**TASK:**
Look through the entries. Copy each line that has the word "position".

Stored data
+--

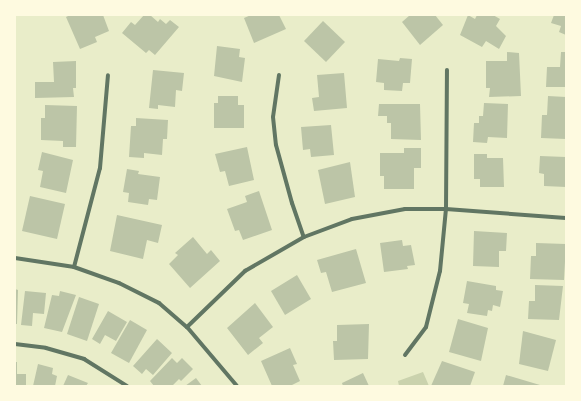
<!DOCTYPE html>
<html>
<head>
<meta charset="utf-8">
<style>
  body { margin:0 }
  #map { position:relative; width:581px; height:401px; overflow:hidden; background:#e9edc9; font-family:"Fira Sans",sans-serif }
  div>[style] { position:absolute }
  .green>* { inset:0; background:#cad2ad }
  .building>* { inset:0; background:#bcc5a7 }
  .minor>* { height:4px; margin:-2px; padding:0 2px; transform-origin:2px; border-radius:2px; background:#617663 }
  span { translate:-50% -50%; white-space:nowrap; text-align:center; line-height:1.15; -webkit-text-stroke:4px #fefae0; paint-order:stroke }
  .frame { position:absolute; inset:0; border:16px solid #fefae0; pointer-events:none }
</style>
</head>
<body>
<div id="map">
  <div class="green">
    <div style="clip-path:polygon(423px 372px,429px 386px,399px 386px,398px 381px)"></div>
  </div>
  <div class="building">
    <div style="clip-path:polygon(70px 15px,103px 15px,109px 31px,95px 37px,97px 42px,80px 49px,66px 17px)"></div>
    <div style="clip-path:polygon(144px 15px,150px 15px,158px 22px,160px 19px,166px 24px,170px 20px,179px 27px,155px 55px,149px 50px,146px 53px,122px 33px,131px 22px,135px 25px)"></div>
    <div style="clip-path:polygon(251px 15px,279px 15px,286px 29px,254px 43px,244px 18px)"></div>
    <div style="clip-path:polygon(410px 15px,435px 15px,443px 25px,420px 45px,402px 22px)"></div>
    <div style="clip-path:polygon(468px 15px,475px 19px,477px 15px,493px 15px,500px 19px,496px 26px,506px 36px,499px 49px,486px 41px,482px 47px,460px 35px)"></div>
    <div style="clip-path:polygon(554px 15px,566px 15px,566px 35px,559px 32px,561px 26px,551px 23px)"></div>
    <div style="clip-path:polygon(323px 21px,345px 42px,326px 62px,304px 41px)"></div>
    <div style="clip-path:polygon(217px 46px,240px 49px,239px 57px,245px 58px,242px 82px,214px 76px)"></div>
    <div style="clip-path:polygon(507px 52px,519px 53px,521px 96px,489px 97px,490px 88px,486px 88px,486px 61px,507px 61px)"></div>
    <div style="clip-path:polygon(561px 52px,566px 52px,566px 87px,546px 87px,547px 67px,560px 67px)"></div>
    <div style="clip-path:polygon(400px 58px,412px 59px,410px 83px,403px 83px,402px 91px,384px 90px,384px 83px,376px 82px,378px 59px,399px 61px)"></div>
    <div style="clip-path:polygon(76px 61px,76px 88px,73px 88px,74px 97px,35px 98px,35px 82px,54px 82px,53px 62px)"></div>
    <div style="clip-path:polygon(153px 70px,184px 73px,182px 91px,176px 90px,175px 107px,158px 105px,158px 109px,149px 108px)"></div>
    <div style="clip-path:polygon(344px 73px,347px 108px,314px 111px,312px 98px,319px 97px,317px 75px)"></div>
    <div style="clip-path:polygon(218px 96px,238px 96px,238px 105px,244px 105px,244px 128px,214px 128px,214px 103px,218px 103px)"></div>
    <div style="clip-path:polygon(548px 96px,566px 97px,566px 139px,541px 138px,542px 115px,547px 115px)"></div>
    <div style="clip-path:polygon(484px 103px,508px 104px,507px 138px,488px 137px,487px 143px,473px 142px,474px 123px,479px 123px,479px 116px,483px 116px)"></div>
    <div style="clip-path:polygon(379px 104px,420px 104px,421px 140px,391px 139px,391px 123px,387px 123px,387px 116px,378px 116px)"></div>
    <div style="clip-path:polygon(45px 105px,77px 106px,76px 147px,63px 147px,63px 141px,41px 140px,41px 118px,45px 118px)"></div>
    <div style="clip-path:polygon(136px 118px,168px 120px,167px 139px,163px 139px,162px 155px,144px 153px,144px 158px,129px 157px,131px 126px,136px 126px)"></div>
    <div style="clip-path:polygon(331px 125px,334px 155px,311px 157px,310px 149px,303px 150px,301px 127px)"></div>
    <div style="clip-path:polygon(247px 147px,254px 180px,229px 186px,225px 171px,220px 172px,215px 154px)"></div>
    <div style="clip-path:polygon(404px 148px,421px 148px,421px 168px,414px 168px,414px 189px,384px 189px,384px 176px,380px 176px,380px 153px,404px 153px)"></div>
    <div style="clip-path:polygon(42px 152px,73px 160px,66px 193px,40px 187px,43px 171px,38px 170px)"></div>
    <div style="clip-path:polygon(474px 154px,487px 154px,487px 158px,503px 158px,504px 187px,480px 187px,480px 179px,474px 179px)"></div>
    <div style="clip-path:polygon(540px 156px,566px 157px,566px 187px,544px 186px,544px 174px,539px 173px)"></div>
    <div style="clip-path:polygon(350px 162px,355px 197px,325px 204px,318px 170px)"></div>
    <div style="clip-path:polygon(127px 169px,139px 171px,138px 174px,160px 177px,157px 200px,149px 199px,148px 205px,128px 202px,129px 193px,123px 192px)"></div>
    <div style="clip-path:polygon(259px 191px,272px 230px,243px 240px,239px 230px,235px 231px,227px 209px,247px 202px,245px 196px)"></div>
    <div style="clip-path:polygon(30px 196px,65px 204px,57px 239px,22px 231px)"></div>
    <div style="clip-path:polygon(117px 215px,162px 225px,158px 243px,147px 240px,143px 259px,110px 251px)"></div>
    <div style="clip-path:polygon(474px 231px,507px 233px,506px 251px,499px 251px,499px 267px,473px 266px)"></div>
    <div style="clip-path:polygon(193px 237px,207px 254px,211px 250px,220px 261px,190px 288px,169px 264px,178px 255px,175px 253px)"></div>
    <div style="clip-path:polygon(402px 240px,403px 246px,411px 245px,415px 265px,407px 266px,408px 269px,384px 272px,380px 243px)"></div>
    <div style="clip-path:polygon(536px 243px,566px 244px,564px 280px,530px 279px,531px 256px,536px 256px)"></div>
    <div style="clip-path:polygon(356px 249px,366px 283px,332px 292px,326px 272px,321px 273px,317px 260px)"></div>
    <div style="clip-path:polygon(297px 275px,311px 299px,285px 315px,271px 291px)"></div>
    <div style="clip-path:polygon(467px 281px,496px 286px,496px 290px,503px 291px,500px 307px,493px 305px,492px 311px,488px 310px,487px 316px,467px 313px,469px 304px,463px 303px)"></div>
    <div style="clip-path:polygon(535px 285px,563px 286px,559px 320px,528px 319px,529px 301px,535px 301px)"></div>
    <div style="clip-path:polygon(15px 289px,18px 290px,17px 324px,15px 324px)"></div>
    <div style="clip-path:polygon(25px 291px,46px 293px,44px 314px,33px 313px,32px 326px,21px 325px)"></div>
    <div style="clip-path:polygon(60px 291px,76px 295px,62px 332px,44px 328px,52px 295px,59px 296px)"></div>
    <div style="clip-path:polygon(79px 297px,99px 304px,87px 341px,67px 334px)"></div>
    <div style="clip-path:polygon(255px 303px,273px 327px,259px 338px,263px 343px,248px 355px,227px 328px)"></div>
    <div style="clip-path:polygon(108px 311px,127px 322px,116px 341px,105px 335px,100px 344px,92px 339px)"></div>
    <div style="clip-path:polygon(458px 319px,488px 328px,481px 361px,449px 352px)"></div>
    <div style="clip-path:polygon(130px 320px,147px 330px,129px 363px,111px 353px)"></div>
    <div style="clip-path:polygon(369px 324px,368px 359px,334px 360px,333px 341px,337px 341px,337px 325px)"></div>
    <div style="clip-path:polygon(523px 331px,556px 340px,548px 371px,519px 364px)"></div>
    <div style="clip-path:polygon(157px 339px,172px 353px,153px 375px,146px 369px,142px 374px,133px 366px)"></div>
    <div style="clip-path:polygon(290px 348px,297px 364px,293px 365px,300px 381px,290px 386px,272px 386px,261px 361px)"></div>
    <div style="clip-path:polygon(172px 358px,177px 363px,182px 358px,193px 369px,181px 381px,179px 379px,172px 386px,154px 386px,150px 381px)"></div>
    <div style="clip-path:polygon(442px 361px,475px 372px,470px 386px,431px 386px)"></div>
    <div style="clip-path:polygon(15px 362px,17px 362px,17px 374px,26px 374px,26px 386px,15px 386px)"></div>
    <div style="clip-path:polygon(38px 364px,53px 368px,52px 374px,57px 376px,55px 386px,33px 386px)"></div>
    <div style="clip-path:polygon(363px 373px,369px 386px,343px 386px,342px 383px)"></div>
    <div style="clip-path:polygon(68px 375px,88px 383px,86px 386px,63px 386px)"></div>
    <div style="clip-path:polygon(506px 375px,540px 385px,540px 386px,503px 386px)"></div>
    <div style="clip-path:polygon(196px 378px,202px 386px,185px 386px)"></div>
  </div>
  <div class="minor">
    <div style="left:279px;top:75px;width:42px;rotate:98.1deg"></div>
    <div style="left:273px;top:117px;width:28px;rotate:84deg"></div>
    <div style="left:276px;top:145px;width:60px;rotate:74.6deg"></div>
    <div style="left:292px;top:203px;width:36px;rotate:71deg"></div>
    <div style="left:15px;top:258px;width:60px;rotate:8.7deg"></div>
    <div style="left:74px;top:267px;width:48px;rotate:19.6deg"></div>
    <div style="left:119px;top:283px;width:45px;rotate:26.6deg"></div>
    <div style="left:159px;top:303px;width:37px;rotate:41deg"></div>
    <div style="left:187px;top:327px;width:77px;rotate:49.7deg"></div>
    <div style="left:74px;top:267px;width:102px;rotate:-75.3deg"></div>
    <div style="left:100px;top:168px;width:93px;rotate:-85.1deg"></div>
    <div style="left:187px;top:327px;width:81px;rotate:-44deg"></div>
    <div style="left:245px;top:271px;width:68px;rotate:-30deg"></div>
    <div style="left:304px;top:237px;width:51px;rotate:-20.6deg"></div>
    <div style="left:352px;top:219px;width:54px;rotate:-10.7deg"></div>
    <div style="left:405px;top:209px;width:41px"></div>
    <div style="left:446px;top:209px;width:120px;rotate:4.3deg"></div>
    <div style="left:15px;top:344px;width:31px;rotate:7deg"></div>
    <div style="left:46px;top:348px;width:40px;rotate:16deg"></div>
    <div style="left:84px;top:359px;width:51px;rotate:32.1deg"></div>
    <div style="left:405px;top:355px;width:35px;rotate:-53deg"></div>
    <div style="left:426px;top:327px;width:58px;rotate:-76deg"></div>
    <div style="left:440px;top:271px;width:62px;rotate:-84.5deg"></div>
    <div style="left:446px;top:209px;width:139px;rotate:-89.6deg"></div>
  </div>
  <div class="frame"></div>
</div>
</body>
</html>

+--

**RESPONSE:**
  #map { position:relative; width:581px; height:401px; overflow:hidden; background:#e9edc9; font-family:"Fira Sans",sans-serif }
  div>[style] { position:absolute }
  .frame { position:absolute; inset:0; border:16px solid #fefae0; pointer-events:none }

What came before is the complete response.